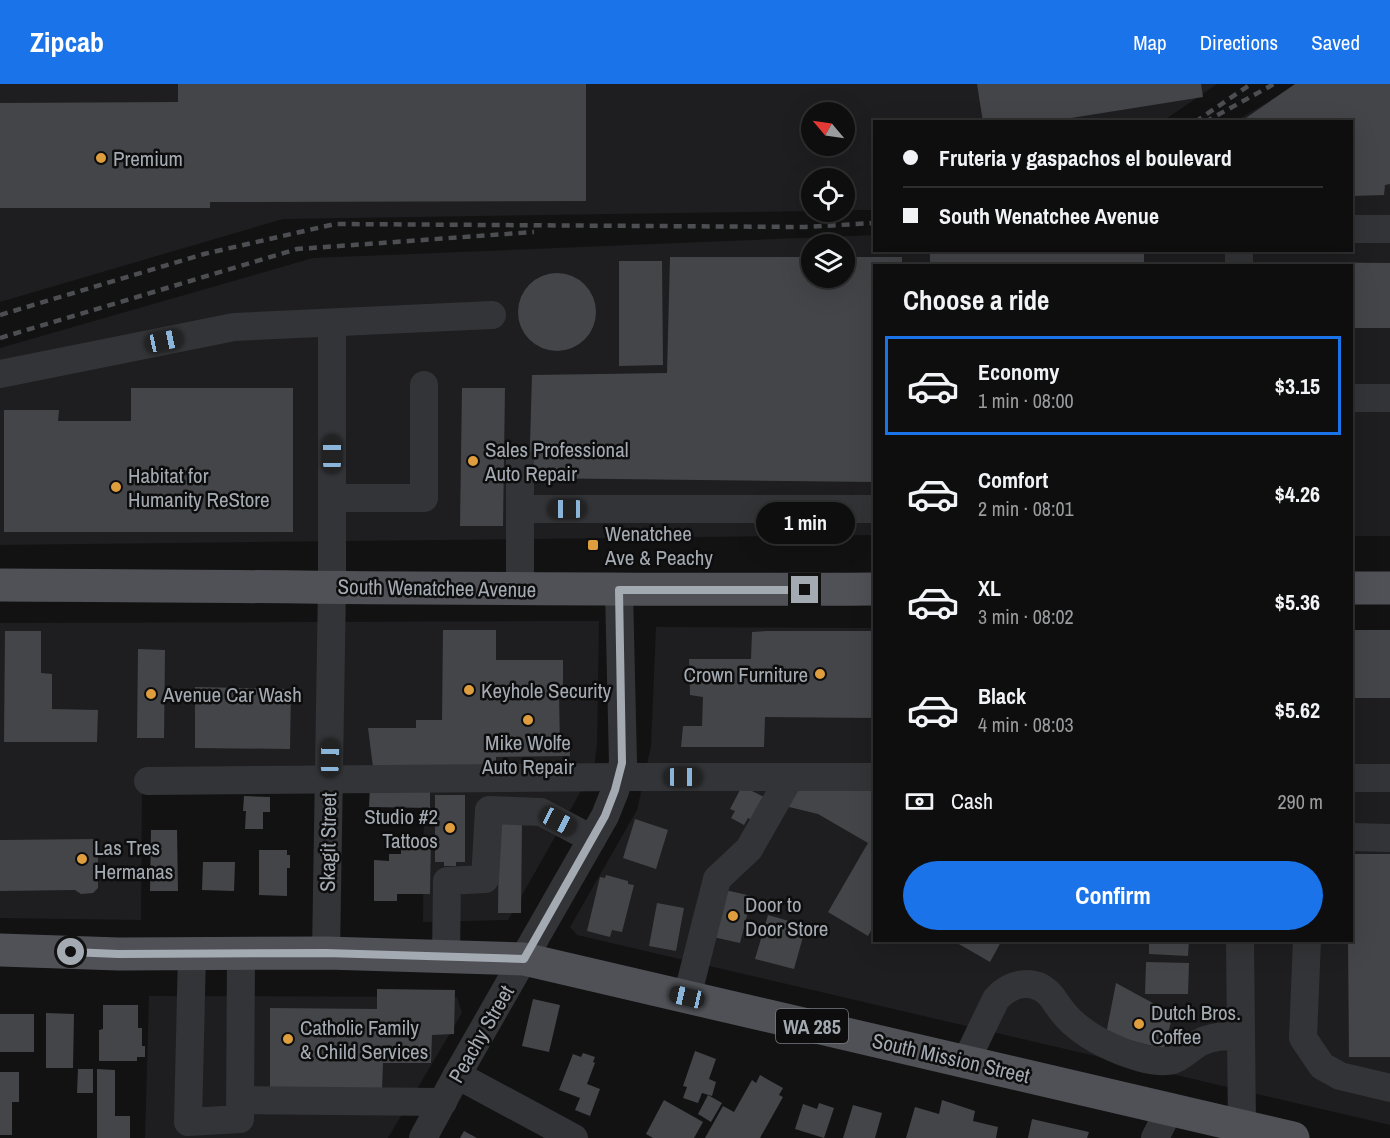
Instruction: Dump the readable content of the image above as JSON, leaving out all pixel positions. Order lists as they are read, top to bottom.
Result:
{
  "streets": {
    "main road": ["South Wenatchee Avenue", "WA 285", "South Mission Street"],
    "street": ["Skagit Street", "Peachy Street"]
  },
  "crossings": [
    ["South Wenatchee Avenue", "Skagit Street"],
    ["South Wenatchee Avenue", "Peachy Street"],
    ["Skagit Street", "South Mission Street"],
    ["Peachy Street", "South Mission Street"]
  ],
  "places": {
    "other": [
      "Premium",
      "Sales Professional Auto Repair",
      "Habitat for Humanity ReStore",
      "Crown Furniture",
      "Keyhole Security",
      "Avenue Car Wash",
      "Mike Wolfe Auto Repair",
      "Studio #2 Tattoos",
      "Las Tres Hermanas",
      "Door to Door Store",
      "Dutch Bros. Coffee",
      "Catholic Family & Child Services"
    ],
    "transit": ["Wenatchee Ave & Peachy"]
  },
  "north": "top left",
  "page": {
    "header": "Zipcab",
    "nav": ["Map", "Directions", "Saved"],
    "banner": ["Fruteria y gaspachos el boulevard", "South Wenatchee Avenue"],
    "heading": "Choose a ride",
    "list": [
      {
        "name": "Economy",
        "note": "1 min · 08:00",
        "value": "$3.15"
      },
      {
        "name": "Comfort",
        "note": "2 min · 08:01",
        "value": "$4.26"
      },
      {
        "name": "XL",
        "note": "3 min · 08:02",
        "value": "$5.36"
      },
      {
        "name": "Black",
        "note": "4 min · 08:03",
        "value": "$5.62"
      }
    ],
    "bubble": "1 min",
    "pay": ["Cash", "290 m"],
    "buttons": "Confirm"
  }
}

_ _ _ _ _

TASK DETAILS
Filter by the word "value": copy every line of the data that holds it.

EXERCISE OUTPUT
        "value": "$3.15"
        "value": "$4.26"
        "value": "$5.36"
        "value": "$5.62"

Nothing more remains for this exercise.